ACTIVITY:
Below are some records. Return exactly the lines from the one containing "0,100% 100%,50% 72%,0" through the one containing "function write(font, color, halo, rows, align", both included, and only those.

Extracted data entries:
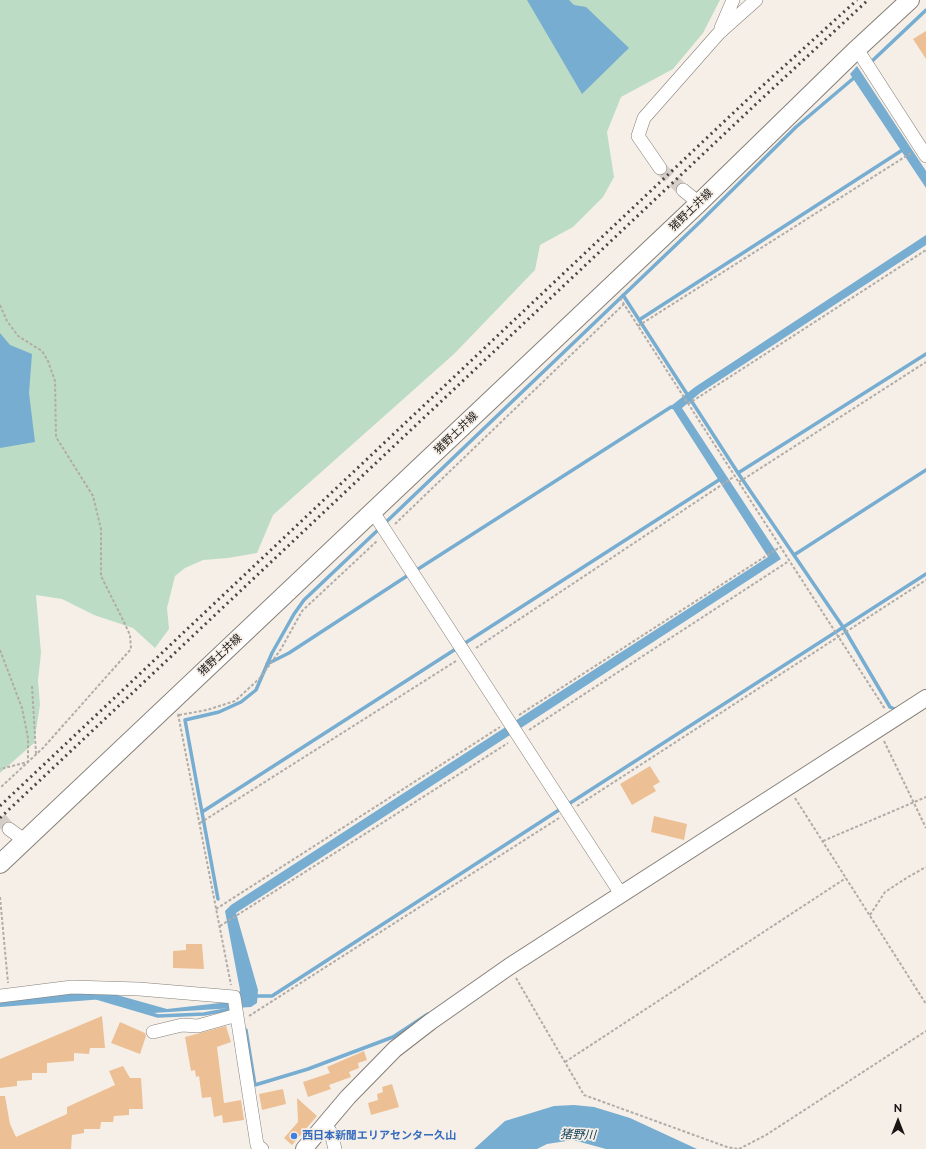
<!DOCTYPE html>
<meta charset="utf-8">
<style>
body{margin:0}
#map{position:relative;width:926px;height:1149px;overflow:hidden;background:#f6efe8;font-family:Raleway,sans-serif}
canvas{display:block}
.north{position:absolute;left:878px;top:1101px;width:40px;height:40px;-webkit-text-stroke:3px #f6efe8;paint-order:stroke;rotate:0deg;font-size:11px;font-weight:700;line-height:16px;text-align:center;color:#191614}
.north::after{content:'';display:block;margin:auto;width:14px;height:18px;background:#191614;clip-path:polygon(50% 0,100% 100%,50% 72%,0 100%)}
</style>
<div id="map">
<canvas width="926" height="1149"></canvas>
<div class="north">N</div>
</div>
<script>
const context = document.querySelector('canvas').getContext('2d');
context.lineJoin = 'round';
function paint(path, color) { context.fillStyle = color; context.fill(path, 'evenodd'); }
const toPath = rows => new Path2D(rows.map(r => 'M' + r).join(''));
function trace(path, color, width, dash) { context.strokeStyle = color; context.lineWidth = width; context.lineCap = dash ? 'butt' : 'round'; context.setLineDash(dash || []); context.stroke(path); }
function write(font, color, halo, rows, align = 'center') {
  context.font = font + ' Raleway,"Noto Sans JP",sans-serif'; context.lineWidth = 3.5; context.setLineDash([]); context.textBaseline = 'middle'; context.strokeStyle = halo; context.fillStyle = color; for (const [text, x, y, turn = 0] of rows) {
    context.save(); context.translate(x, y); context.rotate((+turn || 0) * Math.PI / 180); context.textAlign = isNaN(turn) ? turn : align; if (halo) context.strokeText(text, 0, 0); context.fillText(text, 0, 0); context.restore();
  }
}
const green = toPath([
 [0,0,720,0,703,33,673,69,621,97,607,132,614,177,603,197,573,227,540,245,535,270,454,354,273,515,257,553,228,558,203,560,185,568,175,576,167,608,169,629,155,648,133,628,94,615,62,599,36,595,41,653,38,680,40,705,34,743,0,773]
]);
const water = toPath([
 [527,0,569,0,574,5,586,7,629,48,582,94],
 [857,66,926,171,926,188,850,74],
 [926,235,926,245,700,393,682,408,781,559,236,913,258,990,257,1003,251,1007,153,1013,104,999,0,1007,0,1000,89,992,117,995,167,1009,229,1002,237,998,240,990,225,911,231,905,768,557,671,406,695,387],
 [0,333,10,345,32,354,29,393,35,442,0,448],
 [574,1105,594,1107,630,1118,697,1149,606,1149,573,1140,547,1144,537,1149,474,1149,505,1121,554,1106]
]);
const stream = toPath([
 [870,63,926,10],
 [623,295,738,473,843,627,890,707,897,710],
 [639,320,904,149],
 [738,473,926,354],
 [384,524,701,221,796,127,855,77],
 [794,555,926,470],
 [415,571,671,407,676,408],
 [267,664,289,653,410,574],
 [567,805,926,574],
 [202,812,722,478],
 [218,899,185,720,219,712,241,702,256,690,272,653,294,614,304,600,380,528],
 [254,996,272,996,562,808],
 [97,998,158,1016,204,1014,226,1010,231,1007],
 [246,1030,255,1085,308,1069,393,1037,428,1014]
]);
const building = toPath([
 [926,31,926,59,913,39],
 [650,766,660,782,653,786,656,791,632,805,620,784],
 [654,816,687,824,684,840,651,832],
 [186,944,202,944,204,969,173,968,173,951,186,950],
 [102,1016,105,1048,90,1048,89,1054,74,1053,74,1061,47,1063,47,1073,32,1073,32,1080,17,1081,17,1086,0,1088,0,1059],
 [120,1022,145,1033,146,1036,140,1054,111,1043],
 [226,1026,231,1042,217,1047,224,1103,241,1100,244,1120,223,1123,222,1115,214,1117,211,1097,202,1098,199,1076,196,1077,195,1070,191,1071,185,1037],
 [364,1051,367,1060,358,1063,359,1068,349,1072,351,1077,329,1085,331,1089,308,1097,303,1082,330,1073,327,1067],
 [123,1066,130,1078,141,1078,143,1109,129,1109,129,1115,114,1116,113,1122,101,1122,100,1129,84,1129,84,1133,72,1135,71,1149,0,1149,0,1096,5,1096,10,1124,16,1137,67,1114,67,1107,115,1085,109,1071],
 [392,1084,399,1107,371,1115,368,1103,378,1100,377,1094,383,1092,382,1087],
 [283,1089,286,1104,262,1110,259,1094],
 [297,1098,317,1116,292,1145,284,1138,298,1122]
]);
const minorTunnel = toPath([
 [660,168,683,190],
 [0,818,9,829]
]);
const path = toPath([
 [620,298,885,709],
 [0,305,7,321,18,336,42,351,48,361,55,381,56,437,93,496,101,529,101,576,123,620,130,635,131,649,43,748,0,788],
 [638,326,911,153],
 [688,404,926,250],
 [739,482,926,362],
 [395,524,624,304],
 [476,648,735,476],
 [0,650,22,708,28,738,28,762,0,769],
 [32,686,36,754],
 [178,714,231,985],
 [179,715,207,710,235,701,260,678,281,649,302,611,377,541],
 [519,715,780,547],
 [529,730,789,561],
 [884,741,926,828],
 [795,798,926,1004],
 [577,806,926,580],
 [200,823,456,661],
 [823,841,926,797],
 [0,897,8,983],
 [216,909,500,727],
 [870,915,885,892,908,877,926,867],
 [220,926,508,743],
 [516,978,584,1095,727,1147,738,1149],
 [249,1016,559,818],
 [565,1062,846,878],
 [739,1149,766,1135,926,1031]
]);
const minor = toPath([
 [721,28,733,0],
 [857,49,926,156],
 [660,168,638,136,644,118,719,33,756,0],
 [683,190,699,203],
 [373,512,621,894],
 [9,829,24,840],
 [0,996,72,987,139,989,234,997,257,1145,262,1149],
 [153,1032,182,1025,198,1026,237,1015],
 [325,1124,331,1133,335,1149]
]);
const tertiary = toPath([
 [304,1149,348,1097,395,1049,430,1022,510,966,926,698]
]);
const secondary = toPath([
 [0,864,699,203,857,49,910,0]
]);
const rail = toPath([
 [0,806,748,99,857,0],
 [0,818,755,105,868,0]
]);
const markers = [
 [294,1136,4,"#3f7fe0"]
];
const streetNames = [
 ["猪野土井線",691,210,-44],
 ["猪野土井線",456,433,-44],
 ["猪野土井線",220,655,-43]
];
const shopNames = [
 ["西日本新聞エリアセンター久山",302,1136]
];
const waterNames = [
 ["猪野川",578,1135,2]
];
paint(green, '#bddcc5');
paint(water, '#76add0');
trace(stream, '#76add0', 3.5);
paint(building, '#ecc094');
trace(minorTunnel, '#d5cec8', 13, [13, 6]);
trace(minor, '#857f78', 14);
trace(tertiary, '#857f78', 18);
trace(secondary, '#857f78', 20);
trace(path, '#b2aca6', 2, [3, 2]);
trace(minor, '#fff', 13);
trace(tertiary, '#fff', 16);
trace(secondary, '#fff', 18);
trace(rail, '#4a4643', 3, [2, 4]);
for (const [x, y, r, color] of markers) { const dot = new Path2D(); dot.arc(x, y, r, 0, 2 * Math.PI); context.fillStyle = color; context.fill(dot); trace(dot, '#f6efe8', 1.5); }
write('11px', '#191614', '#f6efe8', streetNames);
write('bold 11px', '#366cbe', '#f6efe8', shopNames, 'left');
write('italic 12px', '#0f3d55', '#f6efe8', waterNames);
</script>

WRITTEN RESPONSE:
.north::after{content:'';display:block;margin:auto;width:14px;height:18px;background:#191614;clip-path:polygon(50% 0,100% 100%,50% 72%,0 100%)}
</style>
<div id="map">
<canvas width="926" height="1149"></canvas>
<div class="north">N</div>
</div>
<script>
const context = document.querySelector('canvas').getContext('2d');
context.lineJoin = 'round';
function paint(path, color) { context.fillStyle = color; context.fill(path, 'evenodd'); }
const toPath = rows => new Path2D(rows.map(r => 'M' + r).join(''));
function trace(path, color, width, dash) { context.strokeStyle = color; context.lineWidth = width; context.lineCap = dash ? 'butt' : 'round'; context.setLineDash(dash || []); context.stroke(path); }
function write(font, color, halo, rows, align = 'center') {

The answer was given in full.